Auch der Syriza-Politiker Chondros macht die Sparpolitik für das "Elend der vergangenen fünf Jahre" verantwortlich. Die "taz"-Korrespondentin Herrmann springt ihm zur Seite. "Noch mehr zu sparen ist für Griechenland nicht möglich", bekräftigt sie. Stattdessen schlägt sie ein Investitionsprogramm vor, von dem beide Seiten profitieren.

Europa droht die Spaltung

Brinkhaus nimmt die griechische Regierung in die Pflicht. Er fordert Chondros und dessen Partei auf, Reformen umzusetzen und so wieder Vertrauen aufzubauen. "Sie haben ganz viele Werkzeuge in der Hand", mahnt er und verweist auf andere Euroländer, deren Lebensniveau zum Teil niedriger sei als in Griechenland und die nun für die Schulden zahlen sollen. Doch dabei hat er vor allem die deutschen Wähler im Blick, die für grössere Zugeständnisse an Griechenland kaum bereit sein werden.

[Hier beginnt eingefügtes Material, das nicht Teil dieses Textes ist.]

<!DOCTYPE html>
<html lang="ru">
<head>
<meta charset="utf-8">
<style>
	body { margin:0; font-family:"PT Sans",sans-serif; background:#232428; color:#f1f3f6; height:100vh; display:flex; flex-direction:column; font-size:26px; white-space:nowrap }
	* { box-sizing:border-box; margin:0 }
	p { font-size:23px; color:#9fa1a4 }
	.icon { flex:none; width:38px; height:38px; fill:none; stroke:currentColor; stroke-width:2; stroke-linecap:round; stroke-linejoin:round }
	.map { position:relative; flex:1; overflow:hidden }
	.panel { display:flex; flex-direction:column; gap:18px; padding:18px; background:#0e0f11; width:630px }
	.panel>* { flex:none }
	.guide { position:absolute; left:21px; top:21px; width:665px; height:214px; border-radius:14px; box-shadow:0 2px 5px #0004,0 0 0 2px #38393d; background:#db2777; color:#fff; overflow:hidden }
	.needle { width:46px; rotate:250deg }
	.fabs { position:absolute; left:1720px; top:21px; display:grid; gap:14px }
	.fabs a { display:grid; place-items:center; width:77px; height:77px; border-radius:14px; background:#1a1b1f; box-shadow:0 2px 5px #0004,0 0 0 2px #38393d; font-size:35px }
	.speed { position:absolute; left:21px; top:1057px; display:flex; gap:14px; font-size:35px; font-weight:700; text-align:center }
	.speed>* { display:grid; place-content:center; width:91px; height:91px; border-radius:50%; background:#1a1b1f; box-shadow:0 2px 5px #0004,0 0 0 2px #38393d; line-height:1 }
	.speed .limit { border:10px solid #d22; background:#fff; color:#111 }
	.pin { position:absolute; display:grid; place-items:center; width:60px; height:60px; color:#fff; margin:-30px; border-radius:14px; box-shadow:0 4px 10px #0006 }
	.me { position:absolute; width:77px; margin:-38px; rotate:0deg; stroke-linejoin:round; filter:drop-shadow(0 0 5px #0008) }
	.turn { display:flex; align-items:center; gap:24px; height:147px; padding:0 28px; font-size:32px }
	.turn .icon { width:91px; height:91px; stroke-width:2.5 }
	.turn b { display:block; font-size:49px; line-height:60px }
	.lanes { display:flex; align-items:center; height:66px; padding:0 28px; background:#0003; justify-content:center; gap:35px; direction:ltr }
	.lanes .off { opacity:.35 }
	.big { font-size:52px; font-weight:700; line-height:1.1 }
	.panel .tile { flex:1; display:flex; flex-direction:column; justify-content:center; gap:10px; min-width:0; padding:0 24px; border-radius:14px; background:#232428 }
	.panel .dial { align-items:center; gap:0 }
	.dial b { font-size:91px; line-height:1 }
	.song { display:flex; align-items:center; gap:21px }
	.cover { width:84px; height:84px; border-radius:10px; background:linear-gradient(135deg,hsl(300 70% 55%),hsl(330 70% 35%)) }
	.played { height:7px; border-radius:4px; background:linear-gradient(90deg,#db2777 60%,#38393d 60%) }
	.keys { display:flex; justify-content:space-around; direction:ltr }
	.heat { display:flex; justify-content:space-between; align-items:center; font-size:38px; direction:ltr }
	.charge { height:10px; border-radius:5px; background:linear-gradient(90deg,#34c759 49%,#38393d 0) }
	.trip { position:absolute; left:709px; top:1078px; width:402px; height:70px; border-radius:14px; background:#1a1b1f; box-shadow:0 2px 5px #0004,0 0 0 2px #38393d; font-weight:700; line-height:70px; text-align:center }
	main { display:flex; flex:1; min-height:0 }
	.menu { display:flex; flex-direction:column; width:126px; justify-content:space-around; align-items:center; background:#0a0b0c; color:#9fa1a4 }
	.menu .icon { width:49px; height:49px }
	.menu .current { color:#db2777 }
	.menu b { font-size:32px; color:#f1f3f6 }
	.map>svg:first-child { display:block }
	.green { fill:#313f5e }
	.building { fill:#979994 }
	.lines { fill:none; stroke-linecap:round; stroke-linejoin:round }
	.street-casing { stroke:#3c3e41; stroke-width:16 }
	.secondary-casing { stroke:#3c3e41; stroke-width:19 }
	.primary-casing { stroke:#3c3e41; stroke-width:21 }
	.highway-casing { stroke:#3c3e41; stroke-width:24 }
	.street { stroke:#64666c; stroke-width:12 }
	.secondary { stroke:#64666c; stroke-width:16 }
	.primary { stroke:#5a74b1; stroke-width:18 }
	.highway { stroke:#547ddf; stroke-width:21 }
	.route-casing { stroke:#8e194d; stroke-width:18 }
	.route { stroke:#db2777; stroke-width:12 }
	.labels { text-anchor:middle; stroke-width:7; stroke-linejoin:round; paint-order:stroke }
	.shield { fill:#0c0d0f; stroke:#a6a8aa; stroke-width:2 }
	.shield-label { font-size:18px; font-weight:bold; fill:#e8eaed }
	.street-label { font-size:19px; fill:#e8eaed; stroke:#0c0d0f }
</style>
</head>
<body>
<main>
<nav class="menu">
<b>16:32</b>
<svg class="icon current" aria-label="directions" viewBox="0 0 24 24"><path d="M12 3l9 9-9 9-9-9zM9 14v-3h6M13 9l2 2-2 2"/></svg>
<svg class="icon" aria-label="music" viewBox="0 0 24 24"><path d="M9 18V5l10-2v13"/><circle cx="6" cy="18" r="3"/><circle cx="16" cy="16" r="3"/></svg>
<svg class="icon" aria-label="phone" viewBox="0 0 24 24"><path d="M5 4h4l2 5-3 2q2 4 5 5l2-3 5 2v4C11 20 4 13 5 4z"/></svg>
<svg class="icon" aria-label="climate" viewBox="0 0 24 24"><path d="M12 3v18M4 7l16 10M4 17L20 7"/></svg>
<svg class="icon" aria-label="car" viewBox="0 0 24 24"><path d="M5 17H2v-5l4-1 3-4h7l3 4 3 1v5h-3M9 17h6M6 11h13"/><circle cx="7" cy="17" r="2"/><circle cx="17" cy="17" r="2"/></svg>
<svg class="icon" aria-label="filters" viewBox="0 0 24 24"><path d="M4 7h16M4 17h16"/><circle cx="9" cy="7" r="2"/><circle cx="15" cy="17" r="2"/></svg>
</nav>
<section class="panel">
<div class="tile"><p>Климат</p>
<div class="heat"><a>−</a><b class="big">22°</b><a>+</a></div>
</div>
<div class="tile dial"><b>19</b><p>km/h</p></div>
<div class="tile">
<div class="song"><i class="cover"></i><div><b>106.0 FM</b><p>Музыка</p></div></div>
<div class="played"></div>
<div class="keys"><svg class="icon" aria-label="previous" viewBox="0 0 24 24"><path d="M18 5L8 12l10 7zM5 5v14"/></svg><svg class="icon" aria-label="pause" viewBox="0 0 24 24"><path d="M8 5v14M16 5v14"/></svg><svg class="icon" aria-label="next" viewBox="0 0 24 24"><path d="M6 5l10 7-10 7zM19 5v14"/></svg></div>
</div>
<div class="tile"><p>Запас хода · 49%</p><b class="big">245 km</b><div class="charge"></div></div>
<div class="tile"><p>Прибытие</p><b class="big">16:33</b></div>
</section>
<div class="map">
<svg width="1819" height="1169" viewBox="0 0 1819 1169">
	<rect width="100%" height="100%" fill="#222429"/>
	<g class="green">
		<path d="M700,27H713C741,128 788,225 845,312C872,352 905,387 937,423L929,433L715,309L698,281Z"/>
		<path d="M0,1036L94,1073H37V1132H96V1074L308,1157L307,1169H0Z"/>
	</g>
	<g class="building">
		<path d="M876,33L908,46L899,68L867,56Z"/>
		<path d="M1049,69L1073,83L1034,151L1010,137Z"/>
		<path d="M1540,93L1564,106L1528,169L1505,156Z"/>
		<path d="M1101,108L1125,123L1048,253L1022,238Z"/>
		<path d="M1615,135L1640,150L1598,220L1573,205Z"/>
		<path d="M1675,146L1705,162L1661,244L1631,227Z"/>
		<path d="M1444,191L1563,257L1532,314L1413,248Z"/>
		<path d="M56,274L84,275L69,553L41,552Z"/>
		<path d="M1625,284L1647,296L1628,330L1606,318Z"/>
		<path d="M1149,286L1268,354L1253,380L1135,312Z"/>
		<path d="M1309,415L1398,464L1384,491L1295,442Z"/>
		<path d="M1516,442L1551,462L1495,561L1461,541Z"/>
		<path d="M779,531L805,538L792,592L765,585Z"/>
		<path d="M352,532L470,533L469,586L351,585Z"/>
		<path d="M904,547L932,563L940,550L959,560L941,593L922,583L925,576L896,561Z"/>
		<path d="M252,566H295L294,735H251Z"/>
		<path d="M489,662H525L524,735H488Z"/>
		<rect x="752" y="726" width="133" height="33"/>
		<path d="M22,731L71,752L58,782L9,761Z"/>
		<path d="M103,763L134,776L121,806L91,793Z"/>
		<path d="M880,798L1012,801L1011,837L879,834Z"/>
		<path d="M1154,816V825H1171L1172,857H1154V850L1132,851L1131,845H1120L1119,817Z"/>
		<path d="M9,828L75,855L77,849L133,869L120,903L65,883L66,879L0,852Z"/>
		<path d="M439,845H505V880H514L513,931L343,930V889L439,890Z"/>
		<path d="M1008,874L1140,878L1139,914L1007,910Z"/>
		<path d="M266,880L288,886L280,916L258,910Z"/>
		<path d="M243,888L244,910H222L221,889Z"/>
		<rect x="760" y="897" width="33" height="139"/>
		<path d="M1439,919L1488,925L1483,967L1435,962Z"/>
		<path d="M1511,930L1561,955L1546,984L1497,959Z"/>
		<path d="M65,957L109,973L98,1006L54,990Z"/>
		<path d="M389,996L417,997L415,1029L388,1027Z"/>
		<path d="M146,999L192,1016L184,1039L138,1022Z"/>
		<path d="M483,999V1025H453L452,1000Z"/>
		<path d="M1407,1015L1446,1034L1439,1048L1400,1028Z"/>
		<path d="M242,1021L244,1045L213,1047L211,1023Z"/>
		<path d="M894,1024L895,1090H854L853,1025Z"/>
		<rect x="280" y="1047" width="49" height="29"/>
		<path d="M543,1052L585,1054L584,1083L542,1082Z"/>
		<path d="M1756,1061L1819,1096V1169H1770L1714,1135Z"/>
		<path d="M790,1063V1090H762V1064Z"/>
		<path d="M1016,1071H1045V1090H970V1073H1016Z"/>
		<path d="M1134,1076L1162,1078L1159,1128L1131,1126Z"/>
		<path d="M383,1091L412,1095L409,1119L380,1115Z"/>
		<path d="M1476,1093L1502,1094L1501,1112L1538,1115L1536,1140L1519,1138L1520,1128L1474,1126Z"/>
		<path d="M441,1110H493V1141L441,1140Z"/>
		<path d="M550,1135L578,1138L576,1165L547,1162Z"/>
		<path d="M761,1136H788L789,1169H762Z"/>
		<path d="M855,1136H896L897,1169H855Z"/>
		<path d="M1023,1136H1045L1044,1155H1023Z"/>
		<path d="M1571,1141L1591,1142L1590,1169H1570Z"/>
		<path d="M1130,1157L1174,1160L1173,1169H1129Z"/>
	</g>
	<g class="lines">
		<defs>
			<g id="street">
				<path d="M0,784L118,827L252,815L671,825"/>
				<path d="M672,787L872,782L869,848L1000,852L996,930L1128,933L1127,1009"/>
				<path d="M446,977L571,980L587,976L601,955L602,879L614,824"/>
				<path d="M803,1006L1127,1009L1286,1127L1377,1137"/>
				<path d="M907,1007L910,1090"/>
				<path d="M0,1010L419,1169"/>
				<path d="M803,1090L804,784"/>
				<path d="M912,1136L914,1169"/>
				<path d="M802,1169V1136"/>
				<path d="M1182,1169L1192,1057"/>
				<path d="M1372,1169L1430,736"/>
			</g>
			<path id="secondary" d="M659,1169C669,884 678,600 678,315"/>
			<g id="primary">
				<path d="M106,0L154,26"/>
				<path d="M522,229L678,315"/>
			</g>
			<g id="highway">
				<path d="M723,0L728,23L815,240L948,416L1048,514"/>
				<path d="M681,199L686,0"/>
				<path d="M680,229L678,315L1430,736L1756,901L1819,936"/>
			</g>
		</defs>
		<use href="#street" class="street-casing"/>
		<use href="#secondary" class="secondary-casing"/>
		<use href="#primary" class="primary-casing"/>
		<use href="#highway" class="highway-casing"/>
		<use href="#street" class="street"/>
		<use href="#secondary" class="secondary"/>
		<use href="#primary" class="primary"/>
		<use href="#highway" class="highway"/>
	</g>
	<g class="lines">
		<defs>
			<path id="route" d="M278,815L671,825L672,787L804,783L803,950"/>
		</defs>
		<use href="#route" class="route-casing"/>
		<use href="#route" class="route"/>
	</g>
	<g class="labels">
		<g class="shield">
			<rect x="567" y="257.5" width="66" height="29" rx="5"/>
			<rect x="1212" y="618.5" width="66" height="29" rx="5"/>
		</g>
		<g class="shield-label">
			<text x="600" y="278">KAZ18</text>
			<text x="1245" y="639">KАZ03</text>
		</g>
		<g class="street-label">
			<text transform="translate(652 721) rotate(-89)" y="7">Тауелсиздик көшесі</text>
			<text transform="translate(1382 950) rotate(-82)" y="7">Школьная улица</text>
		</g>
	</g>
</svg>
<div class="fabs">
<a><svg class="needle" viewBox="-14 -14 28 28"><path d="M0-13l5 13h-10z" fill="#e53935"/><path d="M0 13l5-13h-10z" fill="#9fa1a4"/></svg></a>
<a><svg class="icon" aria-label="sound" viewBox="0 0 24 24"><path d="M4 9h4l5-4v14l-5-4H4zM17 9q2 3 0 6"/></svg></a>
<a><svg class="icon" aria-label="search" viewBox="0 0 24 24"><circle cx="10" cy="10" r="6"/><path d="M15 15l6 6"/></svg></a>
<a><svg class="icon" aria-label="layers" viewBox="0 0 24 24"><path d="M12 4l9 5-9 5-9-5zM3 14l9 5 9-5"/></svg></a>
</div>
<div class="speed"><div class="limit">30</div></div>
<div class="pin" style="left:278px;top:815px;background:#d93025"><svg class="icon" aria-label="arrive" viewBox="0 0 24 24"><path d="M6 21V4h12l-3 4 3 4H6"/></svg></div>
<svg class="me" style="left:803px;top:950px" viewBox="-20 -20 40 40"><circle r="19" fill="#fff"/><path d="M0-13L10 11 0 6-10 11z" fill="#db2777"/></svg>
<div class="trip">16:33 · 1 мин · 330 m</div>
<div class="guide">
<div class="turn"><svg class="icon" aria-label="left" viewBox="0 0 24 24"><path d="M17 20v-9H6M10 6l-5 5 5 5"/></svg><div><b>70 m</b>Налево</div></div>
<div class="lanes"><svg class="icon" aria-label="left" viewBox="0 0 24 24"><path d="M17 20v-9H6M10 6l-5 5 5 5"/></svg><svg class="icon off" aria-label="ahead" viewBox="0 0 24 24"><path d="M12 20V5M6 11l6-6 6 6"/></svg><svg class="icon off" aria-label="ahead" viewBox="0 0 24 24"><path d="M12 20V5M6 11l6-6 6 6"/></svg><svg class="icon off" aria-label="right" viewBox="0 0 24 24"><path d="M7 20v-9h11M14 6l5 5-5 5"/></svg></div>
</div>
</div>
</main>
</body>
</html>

Der Spagat zwischen nationaler Souveränität und internationaler Solidarität ist ein grundlegendes Problem in Europa. Die Beschwerde von Chondros, "Brüssel sagt uns, was wir zu tun haben", lässt sich auch in vielen anderen EU-Ländern hören. Dabei steht Europa gerade vor weiteren grossen, gemeinschaftlichen Herausforderungen, wie die steigende Anzahl an Flüchtlingen oder die Bedrohung durch den Terrorismus. In den nächsten Tagen wird sich daher zeigen, ob die EU nur eine Schönwetter-Gemeinschaft ist - oder auch einem Sturm trotzen kann.